=== Exercise objective ===
The entries below contain a line with "<!-- shaded-wall -->" and a line with "<!-- building -->". Quote exactly those two lines and all lines between them.

=== Dataset entries ===
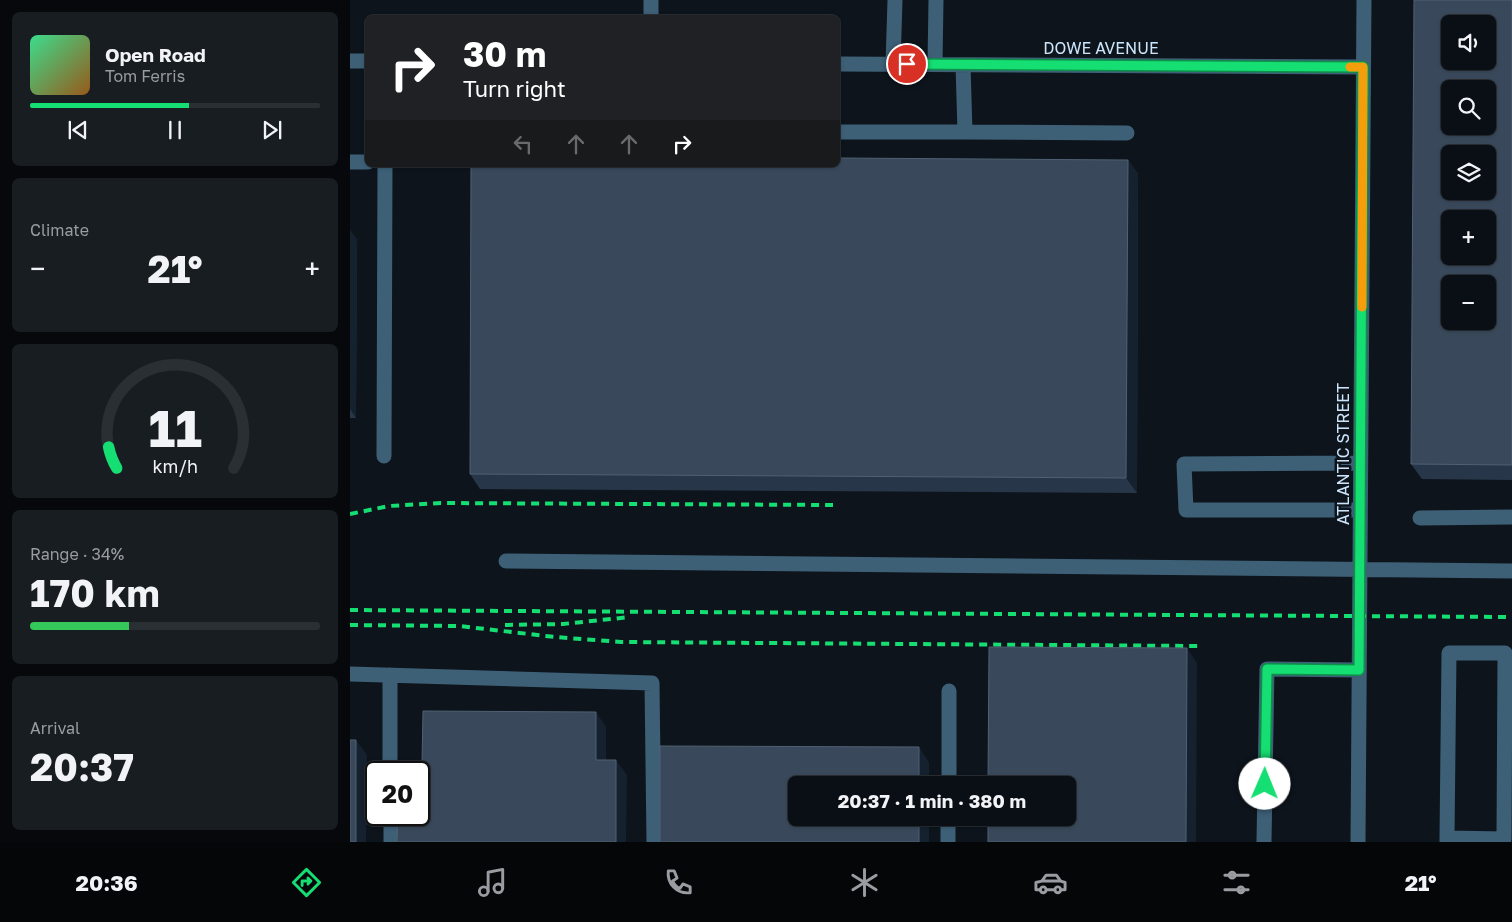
<!DOCTYPE html>
<meta charset="utf-8">
<style>
:root{--surface:#0a0f15;--page:#181d22;--text:#f1f3f6;--muted:#999ca0;--line:#2a2f34;--accent:#15de72}
body{margin:0;font-family:"Golos Text",sans-serif;background:var(--page);color:var(--text);height:100vh;display:flex;flex-direction:column;font-size:19px;white-space:nowrap}
*{box-sizing:border-box;margin:0}
p{font-size:16px;color:var(--muted)}
.icon{flex:none;width:28px;height:28px;fill:none;stroke:currentColor;stroke-width:2;stroke-linecap:round;stroke-linejoin:round}
.map{position:relative;flex:1;overflow:hidden}
.sheet{display:flex;flex-direction:column;gap:12px;padding:12px;background:#06080c;width:350px}
.sheet>*{flex:none}
.hud{position:absolute;left:15px;top:15px;width:475px;height:152px;border-radius:8px;box-shadow:0 1px 4px #0004,0 0 0 1px var(--line);background:#202124;color:#fff;overflow:hidden}
.buttons{position:absolute;left:1091px;top:15px;display:grid;gap:10px}
.buttons a{display:grid;place-items:center;width:55px;height:55px;border-radius:8px;background:var(--surface);box-shadow:0 1px 4px #0004,0 0 0 1px var(--line);font-size:25px}
.speed{position:absolute;left:15px;top:761px;display:flex;gap:10px;font-size:25px;font-weight:700;text-align:center}
.speed>*{display:grid;place-content:center;width:65px;height:65px;border-radius:50%;background:var(--surface);box-shadow:0 1px 4px #0004,0 0 0 1px var(--line);line-height:1}
.speed .limit{border:2px solid #111;border-radius:8px;background:#fff;color:#111}
.pin{position:absolute;display:grid;place-items:center;width:42px;height:42px;color:#fff;margin:-21px;border:2px solid #fff;border-radius:50%;box-shadow:0 1px 5px #0007}
.me{position:absolute;width:55px;margin:-28px;rotate:1deg;stroke-linejoin:round;filter:drop-shadow(0 0 4px #0008)}
.turn{display:flex;align-items:center;gap:18px;height:105px;padding:0 15px;font-size:22px}
.turn .icon{width:65px;height:65px;stroke-width:2.5}
.turn b{display:block;font-size:35px;line-height:42px}
.lanes{display:flex;align-items:center;height:48px;padding:0 15px;background:#0003;justify-content:center;gap:25px;direction:ltr}
.lanes .off{opacity:.35}
.big{font-size:38px;font-weight:700;line-height:1.1}
.sheet .tile{flex:1;display:flex;flex-direction:column;justify-content:center;gap:8px;min-width:0;padding:0 18px;border-radius:8px;background:var(--page)}
.sheet .dial{align-items:center;gap:0}
.dial svg{height:130px;overflow:visible;fill:none;stroke:var(--line);stroke-width:7;stroke-linecap:round;text-anchor:middle}
.dial text{fill:var(--text);stroke:none}
.song{display:flex;align-items:center;gap:15px}
.cover{width:60px;height:60px;border-radius:8px;background:linear-gradient(135deg,hsl(150 70% 55%),hsl(30 70% 35%))}
.played{height:5px;border-radius:2px;background:linear-gradient(90deg,var(--accent) 55%,var(--line) 55%)}
.keys{display:flex;justify-content:space-around;direction:ltr}
.heat{display:flex;justify-content:space-between;align-items:center;font-size:28px;direction:ltr}
.charge{height:8px;border-radius:4px;background:linear-gradient(90deg,#34c759 34%,var(--line) 0)}
.trip{position:absolute;left:438px;top:776px;width:288px;height:50px;border-radius:8px;background:var(--surface);box-shadow:0 1px 4px #0004,0 0 0 1px var(--line);font-weight:700;line-height:50px;text-align:center}
.tab-bar{display:flex;height:80px;justify-content:space-around;align-items:center;background:#040608;color:var(--muted)}
.tab-bar .icon{width:35px;height:35px}
.tab-bar .on{color:var(--accent)}
.tab-bar b{font-size:22px;color:var(--text)}
main{display:flex;flex:1;min-height:0}
.map>svg:first-child{display:block}
.lines{fill:none;stroke-linecap:round;stroke-linejoin:round}
.minor{stroke:#3d6077;stroke-width:15}
.rail{stroke:#15de72;stroke-width:4;stroke-dasharray:8 6;stroke-linecap:butt}
.wall{fill:#273648}
.shaded-wall{fill:#15212f}
.building{fill:#39495b;stroke:#506174;fill-rule:evenodd}
.route-casing{stroke:#0e904a;stroke-width:12}
.route{stroke:#15de72;stroke-width:9}
.slow{stroke:#f59e0b;stroke-width:9}
.labels{text-anchor:middle;dominant-baseline:central;stroke-width:5;stroke-linejoin:round;paint-order:stroke}
.street-label{font-size:16px;fill:#cde5fa;stroke:#0d141c}
</style>
<main>
<section class="sheet">
<div class="tile">
<div class="song"><i class="cover"></i><div><b>Open Road</b><p>Tom Ferris</p></div></div>
<div class="played"></div>
<div class="keys"><svg class="icon" aria-label="previous" viewBox="0 0 24 24"><path d="M18 5L8 12l10 7zM5 5v14"/></svg><svg class="icon" aria-label="pause" viewBox="0 0 24 24"><path d="M8 5v14M16 5v14"/></svg><svg class="icon" aria-label="next" viewBox="0 0 24 24"><path d="M6 5l10 7-10 7zM19 5v14"/></svg></div>
</div>
<div class="tile"><p>Climate</p>
<div class="heat"><a>−</a><b class="big">21°</b><a>+</a></div>
</div>
<div class="tile dial"><svg viewBox="0 0 100 80">
<path d="M14 69A42 42 0 1 1 86 69"/>
<path d="M14 69A42 42 0 0 1 9 56" stroke="#15de72"/>
<text x="50" y="56" font-size="32" font-weight="700">11</text>
<text x="50" y="72" font-size="11">km/h</text>
</svg></div>
<div class="tile"><p>Range · 34%</p><b class="big">170 km</b><div class="charge"></div></div>
<div class="tile"><p>Arrival</p><b class="big">20:37</b></div>
</section>
<div class="map">
<svg width="1162" height="842" viewBox="0 0 1162 842">
<rect width="100%" height="100%" fill="#0d141c"/>
<g class="lines">
<!-- minor -->
<path class="minor" d="M301,18v-18
M0,61h18
M488,64l525,3
M543,64l2,-64
M585,64l1,-64
M488,132h127l-2,-67
M615,132l162,1
M0,162h18
M34,456l1,-291
M1010,510h-174l-2,-46 176,-1
M1070,518l92,-1
M156,561l1006,10
M0,674l302,9 2,159
M40,675v97
M599,785v-94
M41,815v27
M598,842v-24
M914,842l3,-173 92,1
M1008,842l6,-842
M1097,842v-4l2,-185h56l-1,186 -57,-1"/>
<!-- rail -->
<path class="rail" d="M0,514l39,-8 52,-3 392,2
M0,610l1162,7
M0,625l109,1 96,11 66,5 578,4
M155,625l58,-1 67,-7"/>
</g>
<!-- wall -->
<path class="wall" d="M1162,0v480l-90,-1 -11,-15z
M778,160l10,14 -1,319 -657,-4 -10,-15z
M0,230l7,10 -1,178h-6z"/>
<!-- shaded-wall -->
<path class="shaded-wall" d="M778,160l10,14 -1,319 -11,-15z
M0,230l7,10 -1,178 -6,-9z
M837,648l10,15 -1,179h-10z
M246,712l10,15v48l-10,-15z
M6,740l11,15 -1,87h-10z
M569,747l10,15v23h-10z
M266,760l11,15 -1,67h-10z
M569,818h10v24h-10z"/>
<!-- building -->
<path class="building" d="M1064,0h98v465l-101,-1zM1100,24h38v37h-38zM1100,89h38v37h-38zM1100,154h38v37h-38zM1100,219h38v37h-38zM1100,284h38v37h-38z
M488,158l290,2 -2,318 -656,-4 1,-309h367z
M639,647l198,1 -1,194h-198v-24h78v-33h-78z
M73,711l173,1v48h20v82h-219l1,-27h21v-43h-21v-9l24,1z
M0,740h6v102h-6z
M310,746l259,1v38h-123v33h123v24h-259z"/>
<g class="lines">
<defs>
<path id="route" d="M557,64l456,3 -4,603 -92,-1 -2,115"/>
</defs>
<!-- route casing -->
<use href="#route" class="route-casing"/>
<!-- route -->
<use href="#route" class="route"/>
<!-- slow -->
<path class="slow" d="M1000,67h13l-1,240"/>
</g>
<g class="labels">
<!-- street labels -->
<g class="street-label">
<text x="751" y="48">DOWE AVENUE</text>
<text transform="translate(993 454) rotate(-90)">ATLANTIC STREET</text>
</g>
</g>
</svg>
<div class="buttons">
<a><svg class="icon" aria-label="sound" viewBox="0 0 24 24"><path d="M4 9h4l5-4v14l-5-4H4zM17 9q2 3 0 6"/></svg></a>
<a><svg class="icon" aria-label="search" viewBox="0 0 24 24"><circle cx="10" cy="10" r="6"/><path d="M15 15l6 6"/></svg></a>
<a><svg class="icon" aria-label="layers" viewBox="0 0 24 24"><path d="M12 4l9 5-9 5-9-5zM3 14l9 5 9-5"/></svg></a>
<a>+</a>
<a>−</a>
</div>
<div class="speed"><div class="limit">20</div></div>
<div class="pin" style="left:557px;top:64px;background:#d93025"><svg class="icon" aria-label="arrive" viewBox="0 0 24 24"><path d="M6 21V4h12l-3 4 3 4H6"/></svg></div>
<svg class="me" style="left:915px;top:784px" viewBox="-20 -20 40 40"><circle r="19" fill="#fff"/><path d="M0-13L10 11 0 6-10 11z" fill="#15de72"/></svg>
<div class="trip">20:37 · 1 min · 380 m</div>
<div class="hud">
<div class="turn"><svg class="icon" aria-label="right" viewBox="0 0 24 24"><path d="M7 20v-9h11M14 6l5 5-5 5"/></svg><div><b>30 m</b>Turn right</div></div>
<div class="lanes"><svg class="icon off" aria-label="left" viewBox="0 0 24 24"><path d="M17 20v-9H6M10 6l-5 5 5 5"/></svg><svg class="icon off" aria-label="ahead" viewBox="0 0 24 24"><path d="M12 20V5M6 11l6-6 6 6"/></svg><svg class="icon off" aria-label="ahead" viewBox="0 0 24 24"><path d="M12 20V5M6 11l6-6 6 6"/></svg><svg class="icon" aria-label="right" viewBox="0 0 24 24"><path d="M7 20v-9h11M14 6l5 5-5 5"/></svg></div>
</div>
</div>
</main>
<nav class="tab-bar">
<b>20:36</b>
<svg class="icon on" aria-label="directions" viewBox="0 0 24 24"><path d="M12 3l9 9-9 9-9-9zM9 14v-3h6M13 9l2 2-2 2"/></svg>
<svg class="icon" aria-label="music" viewBox="0 0 24 24"><path d="M9 18V5l10-2v13"/><circle cx="6" cy="18" r="3"/><circle cx="16" cy="16" r="3"/></svg>
<svg class="icon" aria-label="phone" viewBox="0 0 24 24"><path d="M5 4h4l2 5-3 2q2 4 5 5l2-3 5 2v4C11 20 4 13 5 4z"/></svg>
<svg class="icon" aria-label="climate" viewBox="0 0 24 24"><path d="M12 3v18M4 7l16 10M4 17L20 7"/></svg>
<svg class="icon" aria-label="car" viewBox="0 0 24 24"><path d="M5 17H2v-5l4-1 3-4h7l3 4 3 1v5h-3M9 17h6M6 11h13"/><circle cx="7" cy="17" r="2"/><circle cx="17" cy="17" r="2"/></svg>
<svg class="icon" aria-label="filters" viewBox="0 0 24 24"><path d="M4 7h16M4 17h16"/><circle cx="9" cy="7" r="2"/><circle cx="15" cy="17" r="2"/></svg>
<b>21°</b>
</nav>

=== Expected answer ===
<!-- shaded-wall -->
<path class="shaded-wall" d="M778,160l10,14 -1,319 -11,-15z
M0,230l7,10 -1,178 -6,-9z
M837,648l10,15 -1,179h-10z
M246,712l10,15v48l-10,-15z
M6,740l11,15 -1,87h-10z
M569,747l10,15v23h-10z
M266,760l11,15 -1,67h-10z
M569,818h10v24h-10z"/>
<!-- building -->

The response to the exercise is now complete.